I truly can’t imagine slowing down and taking each moment as it comes half as well as those caribou do, or even just the people around me.
I’m a sicko for a densely packed plan that optimizes each individual moment for maximum yield of experience and fun. I’ve written before about being so scared of losing time that I’m failing to recognize its moments as they pass. Nothing makes me sweat more than the limited days and months of the Kenai Peninsula summer.
It’s spring now. At least, I think it is — it did snow yesterday.
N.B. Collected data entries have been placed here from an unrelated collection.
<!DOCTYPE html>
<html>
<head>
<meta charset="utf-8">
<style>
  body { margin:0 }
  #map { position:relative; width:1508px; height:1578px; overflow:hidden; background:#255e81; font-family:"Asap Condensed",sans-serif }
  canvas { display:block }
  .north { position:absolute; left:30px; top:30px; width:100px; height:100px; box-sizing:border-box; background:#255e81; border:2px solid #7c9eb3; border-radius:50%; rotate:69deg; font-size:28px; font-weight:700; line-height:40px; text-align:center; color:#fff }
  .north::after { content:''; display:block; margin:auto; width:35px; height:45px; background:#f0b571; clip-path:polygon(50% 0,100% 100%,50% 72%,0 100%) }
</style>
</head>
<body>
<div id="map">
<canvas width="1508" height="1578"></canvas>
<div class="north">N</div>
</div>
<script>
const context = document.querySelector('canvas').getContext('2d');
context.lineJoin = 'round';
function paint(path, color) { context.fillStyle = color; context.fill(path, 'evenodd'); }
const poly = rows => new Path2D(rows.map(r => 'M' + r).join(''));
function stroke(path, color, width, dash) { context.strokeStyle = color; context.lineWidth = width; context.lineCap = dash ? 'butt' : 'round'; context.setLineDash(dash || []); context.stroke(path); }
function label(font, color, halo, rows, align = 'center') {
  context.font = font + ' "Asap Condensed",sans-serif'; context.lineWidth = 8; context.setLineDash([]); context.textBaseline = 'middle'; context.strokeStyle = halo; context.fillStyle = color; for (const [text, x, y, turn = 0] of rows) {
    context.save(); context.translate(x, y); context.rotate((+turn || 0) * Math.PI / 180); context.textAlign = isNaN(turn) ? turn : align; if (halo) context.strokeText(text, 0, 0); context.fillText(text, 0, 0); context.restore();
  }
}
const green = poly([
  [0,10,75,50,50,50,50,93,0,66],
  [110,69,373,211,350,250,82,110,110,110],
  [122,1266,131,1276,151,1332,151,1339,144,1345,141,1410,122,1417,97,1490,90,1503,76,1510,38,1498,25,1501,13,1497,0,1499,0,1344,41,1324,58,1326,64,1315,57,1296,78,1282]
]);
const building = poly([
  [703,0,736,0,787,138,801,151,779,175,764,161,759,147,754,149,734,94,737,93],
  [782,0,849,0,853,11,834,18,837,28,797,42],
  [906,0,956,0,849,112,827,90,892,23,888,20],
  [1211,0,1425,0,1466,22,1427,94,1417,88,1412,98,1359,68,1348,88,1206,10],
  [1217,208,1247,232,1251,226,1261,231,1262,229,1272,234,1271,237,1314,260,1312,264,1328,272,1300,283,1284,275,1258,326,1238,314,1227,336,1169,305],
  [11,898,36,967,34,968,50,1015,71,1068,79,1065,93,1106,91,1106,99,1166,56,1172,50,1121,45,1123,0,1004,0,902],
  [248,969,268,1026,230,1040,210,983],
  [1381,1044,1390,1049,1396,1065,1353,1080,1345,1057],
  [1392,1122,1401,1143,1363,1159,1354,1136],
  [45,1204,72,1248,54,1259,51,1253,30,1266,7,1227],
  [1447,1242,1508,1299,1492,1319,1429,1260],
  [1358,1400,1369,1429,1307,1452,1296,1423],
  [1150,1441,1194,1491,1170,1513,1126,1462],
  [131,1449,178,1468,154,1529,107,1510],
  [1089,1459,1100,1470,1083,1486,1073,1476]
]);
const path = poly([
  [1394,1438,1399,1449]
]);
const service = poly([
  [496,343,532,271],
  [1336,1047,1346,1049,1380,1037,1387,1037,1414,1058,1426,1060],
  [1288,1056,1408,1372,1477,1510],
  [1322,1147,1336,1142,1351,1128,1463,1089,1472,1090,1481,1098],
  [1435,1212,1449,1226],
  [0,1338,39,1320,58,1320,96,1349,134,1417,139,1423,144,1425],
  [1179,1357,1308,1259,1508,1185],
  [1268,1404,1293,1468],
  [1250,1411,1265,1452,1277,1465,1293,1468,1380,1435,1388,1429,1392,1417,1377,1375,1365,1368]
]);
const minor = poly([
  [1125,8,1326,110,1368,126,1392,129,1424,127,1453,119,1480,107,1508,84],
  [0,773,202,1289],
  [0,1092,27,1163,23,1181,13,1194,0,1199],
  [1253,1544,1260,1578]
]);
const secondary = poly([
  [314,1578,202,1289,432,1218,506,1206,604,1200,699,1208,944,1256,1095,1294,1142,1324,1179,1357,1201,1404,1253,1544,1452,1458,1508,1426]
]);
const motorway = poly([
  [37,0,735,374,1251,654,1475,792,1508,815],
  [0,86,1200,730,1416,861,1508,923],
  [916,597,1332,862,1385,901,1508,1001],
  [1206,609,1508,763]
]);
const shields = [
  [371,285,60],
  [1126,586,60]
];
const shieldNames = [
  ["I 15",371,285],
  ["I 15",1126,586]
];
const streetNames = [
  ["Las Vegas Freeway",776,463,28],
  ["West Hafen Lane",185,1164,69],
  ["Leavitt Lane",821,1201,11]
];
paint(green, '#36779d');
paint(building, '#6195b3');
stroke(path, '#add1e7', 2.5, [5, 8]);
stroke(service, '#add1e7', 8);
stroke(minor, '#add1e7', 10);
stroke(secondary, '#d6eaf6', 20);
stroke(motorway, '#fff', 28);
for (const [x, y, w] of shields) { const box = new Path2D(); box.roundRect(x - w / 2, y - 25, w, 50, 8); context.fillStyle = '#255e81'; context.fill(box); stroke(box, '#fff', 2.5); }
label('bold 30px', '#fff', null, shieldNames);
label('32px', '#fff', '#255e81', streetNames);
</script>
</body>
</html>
As much as I’ll miss heavy jackets and cozy sweaters, I’m finding the lengthening days and sort-of warming temperatures unusually reinvigorating this year. It feels like there’s a lot to be excited for — so very much moseying to do.
Spring represents potential, to me. We’re four months into 2024 but right now is when it’s finally getting started. The last few weeks in the newsroom have been hilariously busy and there’s more on the horizon than there are hours in the day.
As I look forward, I’d like to start writing things into my planner — in pen. I want to know that I’ll make the most of it. But it’s impossible to know now whether I’ll actually make the most of it until the time has come and gone.
I’m not sure what this summer will look like, but, intrinsically, I know there’s not much point in stressing about it. Fun and opportunity will come, and all I’ve gotta do is mosey through every day and seize those moments as they arrive — there will be ample chances to smile, myriad nights worth remembering.
I’d like to see Seldovia for the first time. I’d like to get through as many of the hikes in Taz Tally’s “50 Hikes in Alaska’s Kenai Peninsula” as possible. I’d like to play video games and watch movies.
I’d like to remember to mosey through it all.